Variational Inference

Consider the probabilistic model \(p(X,Z)\) where \(x_{1:T}\) are observations and \(z_{1:N}\) are unobserved latent variables.

The conditional distribution we are interested in, or the posterior inference is

\[\text{posterior} := p_\theta(z|x) = \frac{p(x|z)p(z)}{p(x)} = \frac{p(x|z)p(z)}{\int p(x,z) dz} =: \frac{\text{likelihood} \cdot \text{prior}}{\text{marginal}}\]

At suggested by the integral, this computation is intractable.
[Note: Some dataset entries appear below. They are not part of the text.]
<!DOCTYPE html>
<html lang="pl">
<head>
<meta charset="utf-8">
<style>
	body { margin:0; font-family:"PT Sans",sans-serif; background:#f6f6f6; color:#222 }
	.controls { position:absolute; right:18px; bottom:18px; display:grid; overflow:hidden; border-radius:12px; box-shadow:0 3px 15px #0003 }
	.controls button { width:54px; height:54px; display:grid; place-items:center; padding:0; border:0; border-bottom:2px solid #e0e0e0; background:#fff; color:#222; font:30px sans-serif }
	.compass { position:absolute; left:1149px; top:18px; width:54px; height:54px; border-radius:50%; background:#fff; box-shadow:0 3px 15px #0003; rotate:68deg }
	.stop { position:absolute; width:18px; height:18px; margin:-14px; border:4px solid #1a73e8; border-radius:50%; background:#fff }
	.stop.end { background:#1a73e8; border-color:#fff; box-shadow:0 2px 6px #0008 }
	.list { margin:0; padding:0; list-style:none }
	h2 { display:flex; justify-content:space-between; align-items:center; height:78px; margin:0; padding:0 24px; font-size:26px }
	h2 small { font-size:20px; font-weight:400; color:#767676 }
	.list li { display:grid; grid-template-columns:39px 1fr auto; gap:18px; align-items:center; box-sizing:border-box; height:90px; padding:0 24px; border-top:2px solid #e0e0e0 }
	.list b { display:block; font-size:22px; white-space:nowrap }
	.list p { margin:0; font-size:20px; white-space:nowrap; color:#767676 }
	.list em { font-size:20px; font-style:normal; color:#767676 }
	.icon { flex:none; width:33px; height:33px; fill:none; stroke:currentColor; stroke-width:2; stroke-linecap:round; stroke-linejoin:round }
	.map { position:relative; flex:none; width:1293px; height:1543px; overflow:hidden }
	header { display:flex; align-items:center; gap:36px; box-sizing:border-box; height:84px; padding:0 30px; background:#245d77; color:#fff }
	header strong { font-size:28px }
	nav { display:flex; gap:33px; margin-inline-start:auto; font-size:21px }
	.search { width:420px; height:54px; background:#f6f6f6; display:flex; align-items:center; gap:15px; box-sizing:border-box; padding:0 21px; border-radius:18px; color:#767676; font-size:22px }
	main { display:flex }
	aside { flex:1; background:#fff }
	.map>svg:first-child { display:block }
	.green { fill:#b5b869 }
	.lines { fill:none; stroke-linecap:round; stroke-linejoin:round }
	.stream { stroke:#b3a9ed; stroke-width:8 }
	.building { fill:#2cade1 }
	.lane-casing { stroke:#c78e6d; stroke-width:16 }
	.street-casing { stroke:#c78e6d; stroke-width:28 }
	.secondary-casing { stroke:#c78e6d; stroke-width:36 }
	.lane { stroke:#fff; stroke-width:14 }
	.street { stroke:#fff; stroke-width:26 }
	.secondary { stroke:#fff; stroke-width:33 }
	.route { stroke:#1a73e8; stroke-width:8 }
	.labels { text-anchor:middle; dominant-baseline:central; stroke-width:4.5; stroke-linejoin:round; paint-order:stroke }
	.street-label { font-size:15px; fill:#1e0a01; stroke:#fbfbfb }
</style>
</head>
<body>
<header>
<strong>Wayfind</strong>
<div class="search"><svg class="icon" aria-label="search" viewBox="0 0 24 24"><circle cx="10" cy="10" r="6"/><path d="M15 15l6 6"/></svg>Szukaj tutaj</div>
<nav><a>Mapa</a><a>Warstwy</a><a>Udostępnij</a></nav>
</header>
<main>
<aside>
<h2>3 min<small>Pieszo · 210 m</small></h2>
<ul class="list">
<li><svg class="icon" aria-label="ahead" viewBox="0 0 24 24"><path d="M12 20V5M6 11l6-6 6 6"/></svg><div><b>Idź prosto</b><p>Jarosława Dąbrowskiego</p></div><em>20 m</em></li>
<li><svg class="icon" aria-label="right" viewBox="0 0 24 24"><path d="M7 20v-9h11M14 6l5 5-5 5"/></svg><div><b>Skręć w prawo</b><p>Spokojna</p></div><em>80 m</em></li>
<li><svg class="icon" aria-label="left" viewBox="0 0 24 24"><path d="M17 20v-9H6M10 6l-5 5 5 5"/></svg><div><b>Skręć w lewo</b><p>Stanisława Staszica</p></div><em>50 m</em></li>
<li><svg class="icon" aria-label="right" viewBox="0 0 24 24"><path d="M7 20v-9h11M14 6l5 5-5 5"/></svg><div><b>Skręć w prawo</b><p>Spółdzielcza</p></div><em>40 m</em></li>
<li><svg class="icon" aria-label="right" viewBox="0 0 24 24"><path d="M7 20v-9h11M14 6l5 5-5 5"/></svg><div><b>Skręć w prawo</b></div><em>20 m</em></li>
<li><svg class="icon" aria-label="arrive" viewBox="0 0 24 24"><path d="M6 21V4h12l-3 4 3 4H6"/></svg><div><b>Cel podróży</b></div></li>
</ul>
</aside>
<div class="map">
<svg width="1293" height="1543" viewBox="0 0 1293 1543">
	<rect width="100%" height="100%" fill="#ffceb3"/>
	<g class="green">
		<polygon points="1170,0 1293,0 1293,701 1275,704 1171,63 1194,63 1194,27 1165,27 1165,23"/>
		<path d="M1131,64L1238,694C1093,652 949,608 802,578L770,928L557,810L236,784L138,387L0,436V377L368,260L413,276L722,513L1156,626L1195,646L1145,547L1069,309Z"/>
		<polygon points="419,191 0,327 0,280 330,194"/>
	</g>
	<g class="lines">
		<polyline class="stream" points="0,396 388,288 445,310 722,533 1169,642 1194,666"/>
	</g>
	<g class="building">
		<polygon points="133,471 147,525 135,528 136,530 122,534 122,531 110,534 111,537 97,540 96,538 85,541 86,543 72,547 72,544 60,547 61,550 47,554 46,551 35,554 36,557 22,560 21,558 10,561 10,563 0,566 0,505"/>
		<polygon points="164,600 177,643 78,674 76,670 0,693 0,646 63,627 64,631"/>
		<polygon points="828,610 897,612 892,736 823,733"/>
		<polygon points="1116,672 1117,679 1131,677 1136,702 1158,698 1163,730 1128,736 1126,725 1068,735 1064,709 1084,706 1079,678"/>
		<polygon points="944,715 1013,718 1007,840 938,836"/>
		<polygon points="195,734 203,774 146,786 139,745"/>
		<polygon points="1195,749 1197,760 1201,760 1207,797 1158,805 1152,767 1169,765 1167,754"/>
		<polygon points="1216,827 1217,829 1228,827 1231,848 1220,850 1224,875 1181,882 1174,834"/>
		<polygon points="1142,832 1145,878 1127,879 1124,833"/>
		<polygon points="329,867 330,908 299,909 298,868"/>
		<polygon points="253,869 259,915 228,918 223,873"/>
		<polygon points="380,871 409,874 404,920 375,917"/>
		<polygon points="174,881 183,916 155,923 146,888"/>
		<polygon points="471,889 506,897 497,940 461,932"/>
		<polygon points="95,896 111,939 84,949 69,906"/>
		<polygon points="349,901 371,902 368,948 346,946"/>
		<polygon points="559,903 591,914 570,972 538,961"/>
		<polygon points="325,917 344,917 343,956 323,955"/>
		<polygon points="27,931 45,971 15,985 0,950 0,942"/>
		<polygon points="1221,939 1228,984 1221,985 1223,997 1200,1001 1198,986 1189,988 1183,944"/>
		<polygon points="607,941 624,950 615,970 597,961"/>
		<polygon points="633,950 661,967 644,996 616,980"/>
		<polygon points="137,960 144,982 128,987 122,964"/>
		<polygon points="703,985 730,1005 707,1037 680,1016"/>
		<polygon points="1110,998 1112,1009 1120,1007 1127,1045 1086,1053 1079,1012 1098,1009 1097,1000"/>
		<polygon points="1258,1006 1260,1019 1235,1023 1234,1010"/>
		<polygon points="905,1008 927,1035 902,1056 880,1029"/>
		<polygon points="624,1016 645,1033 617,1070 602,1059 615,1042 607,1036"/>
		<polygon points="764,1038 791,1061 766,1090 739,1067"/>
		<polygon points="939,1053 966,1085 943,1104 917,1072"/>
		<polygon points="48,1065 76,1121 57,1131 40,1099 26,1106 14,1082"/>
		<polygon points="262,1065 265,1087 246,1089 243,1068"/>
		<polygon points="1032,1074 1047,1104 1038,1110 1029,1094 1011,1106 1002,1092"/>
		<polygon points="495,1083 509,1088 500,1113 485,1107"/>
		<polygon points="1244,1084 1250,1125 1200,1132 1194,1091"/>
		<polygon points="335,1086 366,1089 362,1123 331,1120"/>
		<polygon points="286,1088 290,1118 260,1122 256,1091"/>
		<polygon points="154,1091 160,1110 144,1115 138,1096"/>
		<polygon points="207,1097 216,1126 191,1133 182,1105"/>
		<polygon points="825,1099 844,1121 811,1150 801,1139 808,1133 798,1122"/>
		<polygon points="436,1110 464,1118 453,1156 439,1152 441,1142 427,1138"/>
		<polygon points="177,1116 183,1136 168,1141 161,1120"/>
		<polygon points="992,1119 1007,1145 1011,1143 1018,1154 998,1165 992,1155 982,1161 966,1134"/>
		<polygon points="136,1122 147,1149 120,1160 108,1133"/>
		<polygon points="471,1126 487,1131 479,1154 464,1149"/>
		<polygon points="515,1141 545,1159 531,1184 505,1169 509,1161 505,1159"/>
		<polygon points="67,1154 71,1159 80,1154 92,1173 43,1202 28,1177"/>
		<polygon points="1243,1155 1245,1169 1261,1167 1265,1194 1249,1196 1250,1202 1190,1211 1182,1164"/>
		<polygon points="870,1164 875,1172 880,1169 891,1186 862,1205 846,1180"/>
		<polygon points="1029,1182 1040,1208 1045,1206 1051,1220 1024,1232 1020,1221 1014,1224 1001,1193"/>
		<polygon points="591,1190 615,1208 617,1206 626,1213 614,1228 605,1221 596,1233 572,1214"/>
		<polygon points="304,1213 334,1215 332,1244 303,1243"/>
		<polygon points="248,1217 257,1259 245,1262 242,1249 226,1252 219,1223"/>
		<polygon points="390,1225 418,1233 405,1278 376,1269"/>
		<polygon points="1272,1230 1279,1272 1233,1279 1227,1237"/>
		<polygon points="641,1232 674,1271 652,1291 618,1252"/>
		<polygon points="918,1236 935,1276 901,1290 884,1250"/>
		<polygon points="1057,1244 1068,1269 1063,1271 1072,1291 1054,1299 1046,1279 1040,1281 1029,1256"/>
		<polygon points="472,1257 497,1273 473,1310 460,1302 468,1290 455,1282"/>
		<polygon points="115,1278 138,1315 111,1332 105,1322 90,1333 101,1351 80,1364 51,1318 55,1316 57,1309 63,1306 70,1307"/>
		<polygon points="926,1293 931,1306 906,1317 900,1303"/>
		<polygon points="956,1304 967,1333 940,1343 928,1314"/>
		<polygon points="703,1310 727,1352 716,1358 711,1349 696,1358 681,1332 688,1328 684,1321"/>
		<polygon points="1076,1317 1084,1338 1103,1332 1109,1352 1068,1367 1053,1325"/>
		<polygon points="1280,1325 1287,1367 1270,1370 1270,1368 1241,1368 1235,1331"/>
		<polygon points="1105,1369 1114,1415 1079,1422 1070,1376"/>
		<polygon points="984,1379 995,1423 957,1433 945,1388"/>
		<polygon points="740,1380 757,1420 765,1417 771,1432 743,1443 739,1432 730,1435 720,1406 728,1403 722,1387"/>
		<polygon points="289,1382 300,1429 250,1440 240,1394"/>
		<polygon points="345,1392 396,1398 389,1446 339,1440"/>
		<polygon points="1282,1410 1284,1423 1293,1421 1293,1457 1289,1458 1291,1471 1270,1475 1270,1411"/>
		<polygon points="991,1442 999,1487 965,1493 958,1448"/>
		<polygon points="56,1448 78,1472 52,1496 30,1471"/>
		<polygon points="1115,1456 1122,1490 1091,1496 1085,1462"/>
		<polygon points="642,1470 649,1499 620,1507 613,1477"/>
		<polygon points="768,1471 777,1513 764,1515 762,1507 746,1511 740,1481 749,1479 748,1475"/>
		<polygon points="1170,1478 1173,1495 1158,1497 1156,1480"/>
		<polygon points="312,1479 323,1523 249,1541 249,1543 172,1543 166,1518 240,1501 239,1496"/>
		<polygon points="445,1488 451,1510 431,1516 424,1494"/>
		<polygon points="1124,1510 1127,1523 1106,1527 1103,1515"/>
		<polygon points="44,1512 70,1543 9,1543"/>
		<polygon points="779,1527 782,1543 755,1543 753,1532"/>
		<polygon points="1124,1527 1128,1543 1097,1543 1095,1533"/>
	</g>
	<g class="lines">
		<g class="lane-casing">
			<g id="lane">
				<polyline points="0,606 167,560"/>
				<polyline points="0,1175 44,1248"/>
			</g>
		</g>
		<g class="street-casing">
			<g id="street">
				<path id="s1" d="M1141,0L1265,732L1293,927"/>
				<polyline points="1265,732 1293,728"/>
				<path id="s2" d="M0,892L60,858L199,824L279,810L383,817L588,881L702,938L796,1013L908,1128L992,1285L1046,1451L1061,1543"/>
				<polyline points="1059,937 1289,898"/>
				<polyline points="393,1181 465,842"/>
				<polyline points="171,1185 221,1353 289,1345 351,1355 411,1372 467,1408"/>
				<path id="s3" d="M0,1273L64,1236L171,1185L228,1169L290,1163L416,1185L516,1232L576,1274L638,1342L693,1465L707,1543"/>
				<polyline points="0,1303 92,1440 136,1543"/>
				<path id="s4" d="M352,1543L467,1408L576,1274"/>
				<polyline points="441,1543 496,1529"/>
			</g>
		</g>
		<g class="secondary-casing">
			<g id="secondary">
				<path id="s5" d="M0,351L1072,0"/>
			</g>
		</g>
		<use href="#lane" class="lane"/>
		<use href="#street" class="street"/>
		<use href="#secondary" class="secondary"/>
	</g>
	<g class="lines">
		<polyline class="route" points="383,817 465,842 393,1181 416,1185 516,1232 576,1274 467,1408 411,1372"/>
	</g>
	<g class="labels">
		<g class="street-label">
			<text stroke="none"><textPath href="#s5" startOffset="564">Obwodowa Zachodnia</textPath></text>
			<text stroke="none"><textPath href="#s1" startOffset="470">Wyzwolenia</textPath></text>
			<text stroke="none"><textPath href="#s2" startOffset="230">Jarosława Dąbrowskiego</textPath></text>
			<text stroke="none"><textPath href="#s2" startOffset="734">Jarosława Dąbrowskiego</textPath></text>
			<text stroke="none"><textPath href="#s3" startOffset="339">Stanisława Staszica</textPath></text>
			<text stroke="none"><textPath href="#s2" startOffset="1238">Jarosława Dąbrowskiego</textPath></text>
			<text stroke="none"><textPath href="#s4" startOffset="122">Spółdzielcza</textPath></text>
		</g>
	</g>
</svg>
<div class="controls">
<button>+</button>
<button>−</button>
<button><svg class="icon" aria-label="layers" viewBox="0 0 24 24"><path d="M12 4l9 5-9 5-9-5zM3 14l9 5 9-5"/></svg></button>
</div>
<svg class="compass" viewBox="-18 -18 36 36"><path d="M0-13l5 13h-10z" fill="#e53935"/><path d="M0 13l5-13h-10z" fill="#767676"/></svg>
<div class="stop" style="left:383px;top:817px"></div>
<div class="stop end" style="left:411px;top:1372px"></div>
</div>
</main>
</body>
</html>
Thus, we need to estimate the posterior using approximate inference. Thus, we need

some function family \(q_\phi(z)\) with parameter \(\phi\).
For example, the normal distribution family, where \(\phi = (\vec \mu, \Sigma)\)
some distance measurement between \(q_\phi, p_\theta\).
optimization on the distance to get the best \(\phi\).

Kullback-Leibler Divergence (KL Divergence)

Given the joint distribution \(p(X) = \frac{1}{Z}\tilde p(X)\), we find an approximation function \(q_\phi(X)\) from a class of distribution functions, where \(\phi\) is the parameter. Then, adjust \(\phi\) so that \(p\sim q\). That is

\[\bar E_{x\sim p}[(f(x))] \approx \bar E_{x\sim q}[(f(x))]\]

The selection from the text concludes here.